We need to fight this corporate stranglehold on our political process.
We need to write our members of Congress and remind them that we elected them.
They work for us, not the corporations that are trying to sabotage the change we need.
Joan Safier
retired teacher
2 senators try to mend health care system
I was really proud to watch Sens. Max Baucus, D-Mont., and Chuck Grassley, R-Idaho, working together on the health care bill we need to take for-profit health care off Wall Street and put it on Main Street as nonprofit organizations.
My dad bought health insurance from Blue Cross nonprofit in the 1950s for $1 per kid. My sons were born preemies, and I was in debt more than $100,000 overnight.
John Crouse
Find respectable work . . . as a local volunteer
I am part of President Obama’s Neighbor to Neighbor program, and was relieved that the budget passed.
I know that it is not a perfect budget. Not much is perfect in these times. But I am continually amazed by the “get out, get up and move” initiative of many Arizonans.

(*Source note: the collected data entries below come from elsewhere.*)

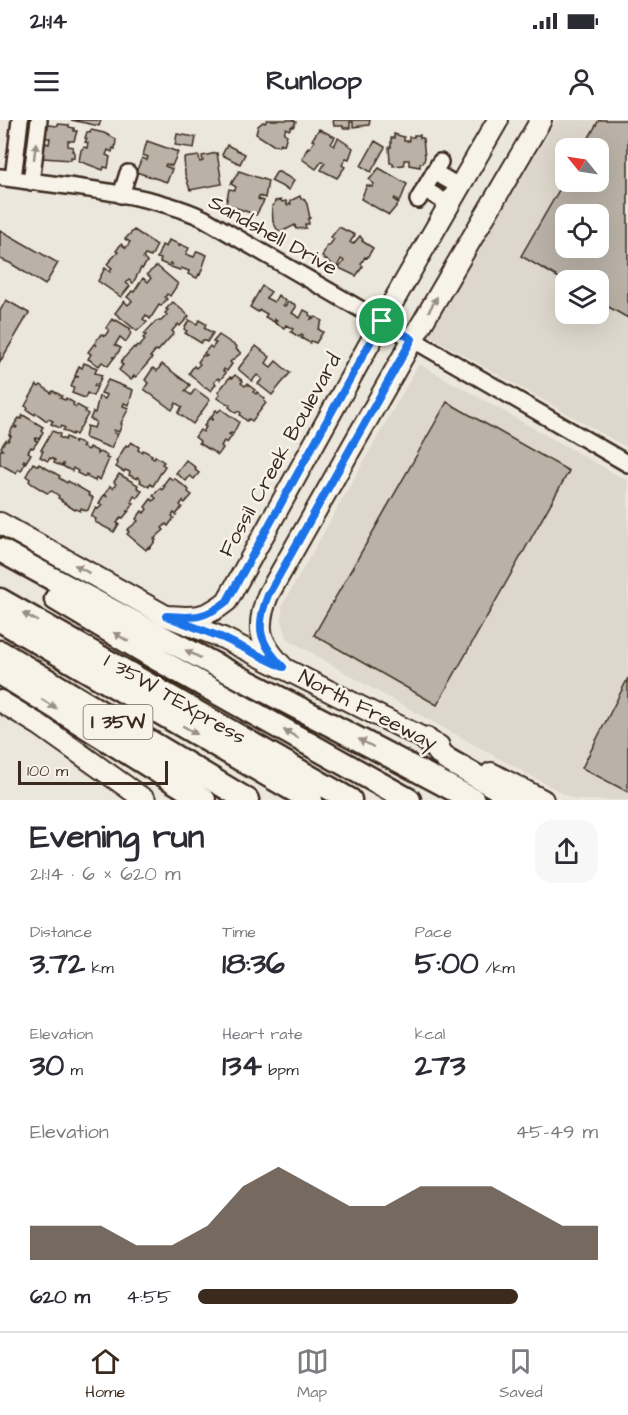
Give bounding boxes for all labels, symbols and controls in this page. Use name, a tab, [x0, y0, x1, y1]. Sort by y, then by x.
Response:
text: 21:14	[30, 6, 67, 37]
text: Runloop	[266, 62, 362, 100]
icon: menu	[30, 65, 63, 98]
icon: person	[565, 65, 598, 98]
north arrow	[555, 138, 609, 192]
map controls	[555, 138, 609, 324]
one-way arrow	[31, 141, 40, 160]
street label: Sandshell Drive	[203, 188, 343, 282]
button: locate	[555, 204, 609, 258]
button: layers	[555, 270, 609, 324]
pin	[356, 295, 407, 346]
one-way arrow	[428, 295, 438, 312]
icon: arrive	[365, 304, 398, 337]
street label: Fossil Creek Boulevard	[212, 348, 348, 562]
one-way arrow	[73, 564, 90, 574]
one-way arrow	[21, 612, 38, 622]
one-way arrow	[113, 632, 129, 643]
street label: I 35W TEXpress	[100, 648, 250, 750]
one-way arrow	[184, 649, 201, 659]
street label: North Freeway	[293, 663, 443, 759]
one-way arrow	[41, 699, 58, 710]
road number: I 35W	[84, 705, 152, 739]
one-way arrow	[182, 725, 198, 736]
one-way arrow	[282, 729, 299, 739]
one-way arrow	[358, 738, 375, 748]
scale bar	[18, 758, 168, 786]
text: 100 m	[27, 760, 68, 782]
text: Evening run	[30, 814, 204, 860]
button: share	[535, 820, 598, 883]
text: 21:14 · 6 × 620 m	[30, 860, 181, 888]
text: Distance	[30, 921, 92, 943]
text: Time	[222, 921, 256, 943]
text: Pace	[415, 921, 452, 943]
text: 3.72	[30, 943, 85, 985]
text: 18:36	[222, 943, 285, 985]
text: 5:00	[415, 943, 479, 985]
text: km	[85, 957, 114, 979]
text: /km	[479, 957, 515, 979]
text: Elevation	[30, 1023, 93, 1045]
text: Heart rate	[222, 1023, 303, 1045]
text: kcal	[415, 1023, 445, 1045]
text: 30	[30, 1045, 64, 1087]
text: 134	[222, 1045, 262, 1087]
text: 273	[415, 1045, 466, 1087]
text: m	[64, 1059, 83, 1081]
text: bpm	[262, 1059, 299, 1081]
text: Elevation	[30, 1118, 109, 1146]
text: 45–49 m	[515, 1118, 598, 1146]
text: 620 m	[30, 1283, 90, 1311]
text: 4:55	[126, 1283, 171, 1311]
tab: Home	[85, 1345, 125, 1403]
tab: Map	[296, 1345, 329, 1403]
tab: Saved	[499, 1345, 543, 1403]

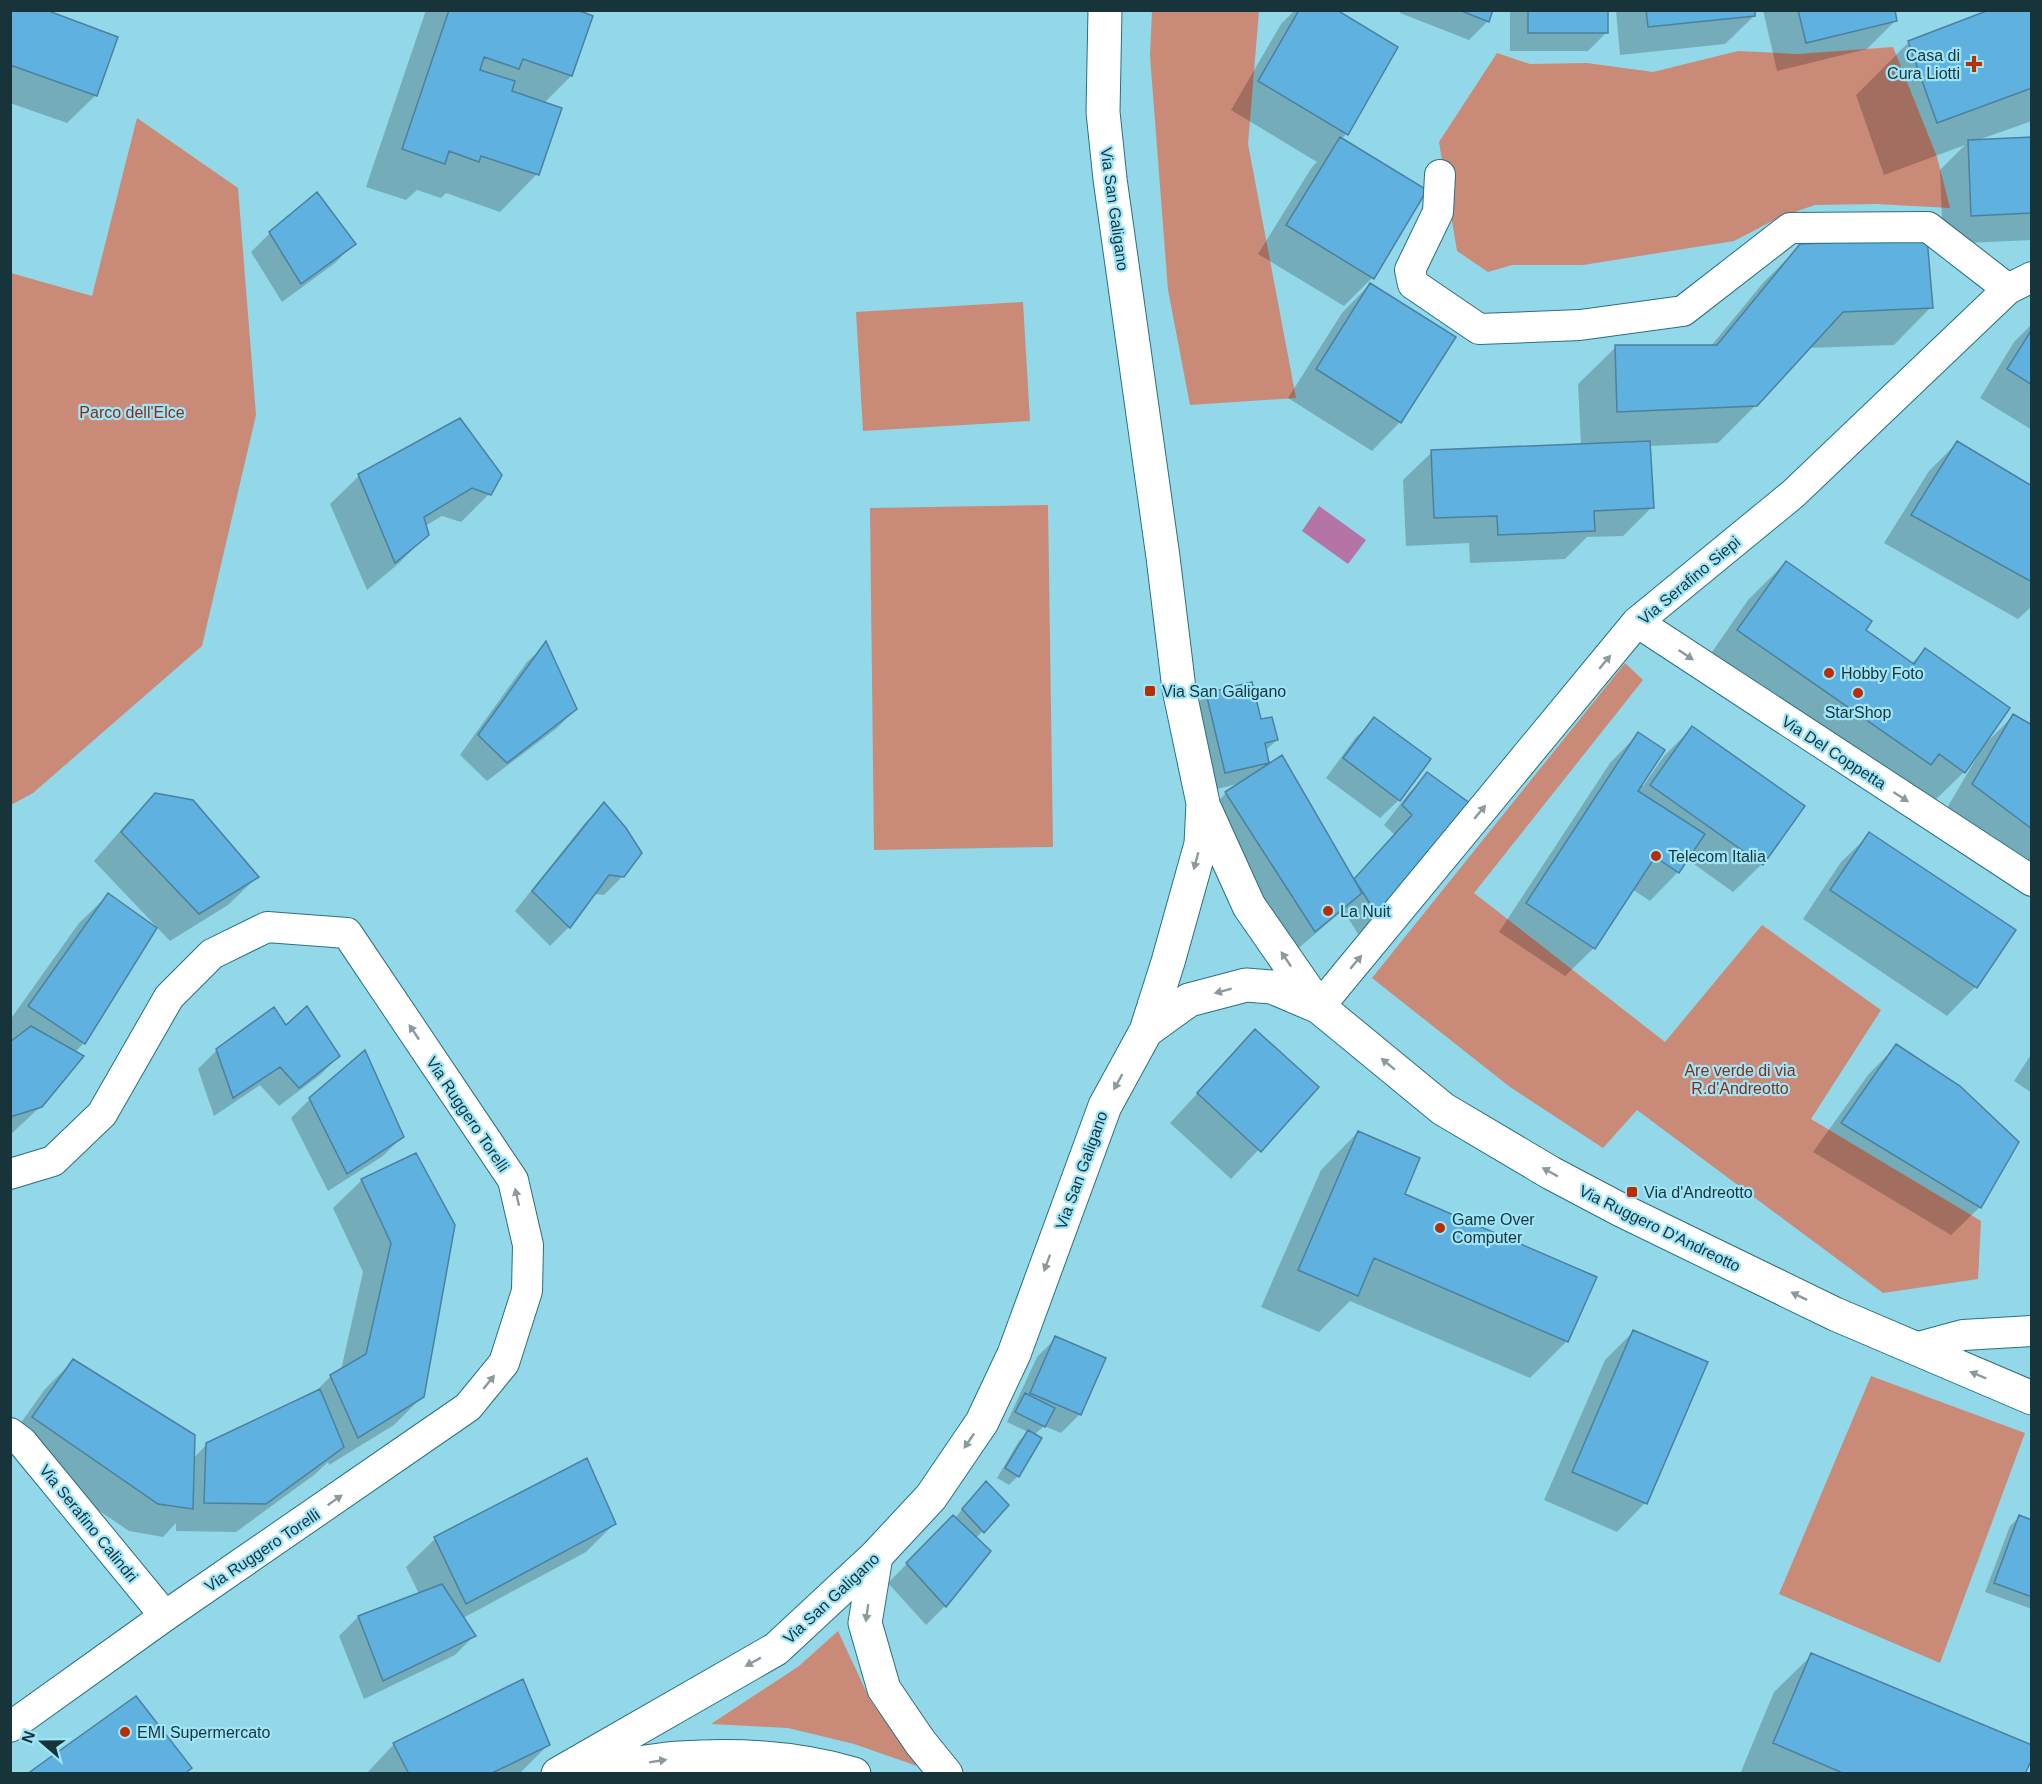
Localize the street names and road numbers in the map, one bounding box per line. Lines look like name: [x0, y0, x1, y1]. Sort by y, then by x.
street label: Via San Galigano: [1097, 146, 1132, 272]
street label: Via Serafino Siepi: [1635, 533, 1743, 628]
street label: Via Del Coppetta: [1778, 712, 1889, 792]
street label: Via Ruggero Torelli: [423, 1054, 512, 1175]
street label: Via San Galigano: [1052, 1109, 1111, 1231]
street label: Via Ruggero D'Andreotto: [1576, 1182, 1743, 1275]
street label: Via Serafino Calindri: [36, 1461, 141, 1585]
street label: Via Ruggero Torelli: [202, 1506, 323, 1595]
street label: Via San Galigano: [780, 1550, 883, 1647]

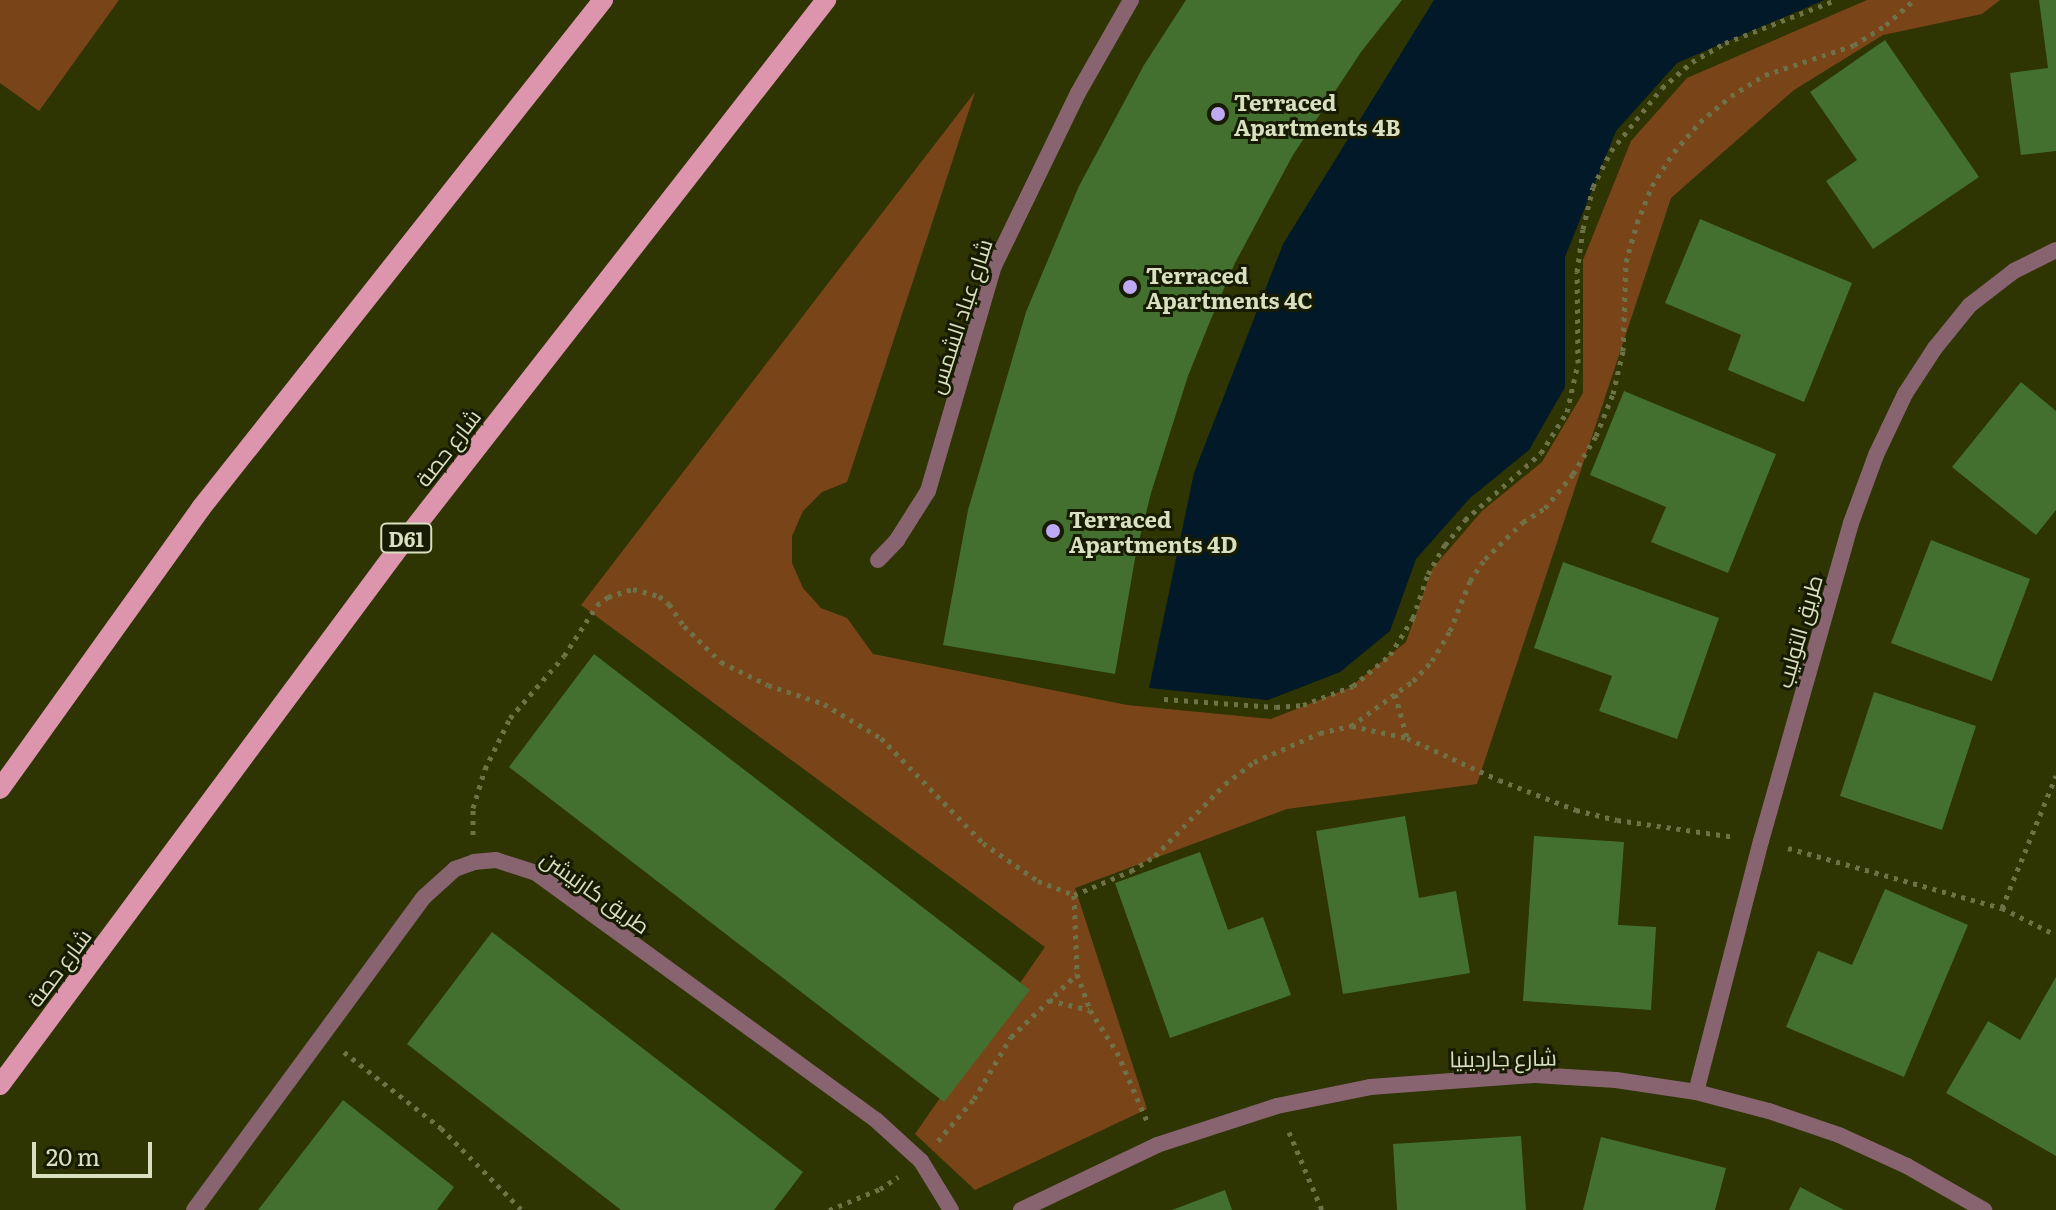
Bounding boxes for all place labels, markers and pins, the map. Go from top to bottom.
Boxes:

I see senior reading volunteers work lovingly with kids from the Pascua Yaqui Reservation. I hear unemployed individuals talk about “showing their motivation to get a new job” by volunteering at the Community Food Bank.
It is easy to sit back and complain about how hard things are and what bad jobs CEOs and Congress are doing. But it is a wonderful and inspiring thing to see neighbors getting up in the morning to go out and help others in whatever way they can.
Being involved in community efforts will get the country back on track. Sitting back will not.
No, we are not “The Greatest Generation,” but I would be proud to be mistaken for any of them in my most unselfish moments.
Nora Cunneely
Paper’s support helped put arts on the charts
I want to thank the Tucson Citizen for its support of arts groups through the years.
Without the media bringing attention to concerts, drama and art shows, many of us would be unemployed. Many of us are still unemployed, but not because you didn’t try.
Special thanks to Calendar Editor Rogelio Olivas and the Calendar staff for producing previews and listings and being so lovely to work with.
I also want to thank Dan Buckley. In one of his columns, he urged groups to perform during the summer so that Tucson audiences could have access to the arts year-round and not just during the regular season.
His suggestion is the reason that the St. Andrew’s Bach Society Summer Concert Series exists in its present form. He gave us a big preview before the first concert and the series has gone from strength to strength, now under the artistic direction of Dr. Lindabeth Binkley.
Dan Buckley also gave my early music group, Musica Sonora, a great review and put a video clip up on the Web, which meant a heck of a lot to me.
I hope the Citizen will carry on, but in case you end up at the Great Printing Press in the Sky, I couldn’t have lived with myself if I hadn’t thanked you. I can’t thank you enough.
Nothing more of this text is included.